HDFC, one of the lenders to the now-grounded Jet Airways, has decided to auction prime office space owned by the airline in Mumbai's Bandra Kurla Complex (BKC) after Jet Airways failed to pay back a loan of Rs 414.80 crore, a media report said.

According to Mint, the office space that is part of Jet Airways Godrej BKC, a 12-storey premium commercial building, will be auctioned on 15 May at a base price of Rs 245 crore.

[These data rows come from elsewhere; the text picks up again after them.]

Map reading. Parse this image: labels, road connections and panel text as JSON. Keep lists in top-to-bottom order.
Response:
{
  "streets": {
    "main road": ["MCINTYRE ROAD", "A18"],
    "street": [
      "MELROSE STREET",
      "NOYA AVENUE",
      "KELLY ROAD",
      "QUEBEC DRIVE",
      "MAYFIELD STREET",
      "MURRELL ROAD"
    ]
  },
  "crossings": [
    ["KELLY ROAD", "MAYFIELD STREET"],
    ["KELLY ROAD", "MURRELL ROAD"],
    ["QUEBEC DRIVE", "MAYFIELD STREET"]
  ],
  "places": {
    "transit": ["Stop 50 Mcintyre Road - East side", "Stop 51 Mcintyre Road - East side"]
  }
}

The Times of India quoted HDFC saying the property was mortgaged to it by Jet Airways and it was now enforcing the mortgage. In 2008, Jet Airways won a Rs 826-crore bid during an MMRDA auction to develop the BKC plot. Later in 2011, Jet Airways entered into a pact with Godrej to jointly develop the land.

In 2015, Godrej Properties sold 4.35 lakh sq ft in Godrej BKC for Rs 1,479 crore to the pharmaceutical firm, Abbott India Ltd.

 Jet Airways crisis: HDFC to auction cash-strapped airlines BKC Mumbai office space over Rs 415 cr loan default

Representational image. Reuters

Jet Airways had on 17 April suspended all domestic and international flights after failing to secure emergency funds from its lenders.

The embattled airline said it took the decision to ground all aircraft after the State Bank of India on behalf of the consortium of Indian lenders conveyed that they were unable to consider its request for critical interim funding.

Recently, two senior finance ministry officials said the government sees little hope of a bidder emerging for debt-laden Jet Airways Ltd.

Parties that had initially expressed interest in Jet, which is saddled with roughly $1.2 billion of debt, have failed to come forward with firm bids to bail it out, increasing odds that it could soon face bankruptcy proceedings.

“There is little scope in the revival of Jet,” said one official, adding that if a bidder emerged, the government was still willing to restore slots to the private airline that had been temporarily given to rivals.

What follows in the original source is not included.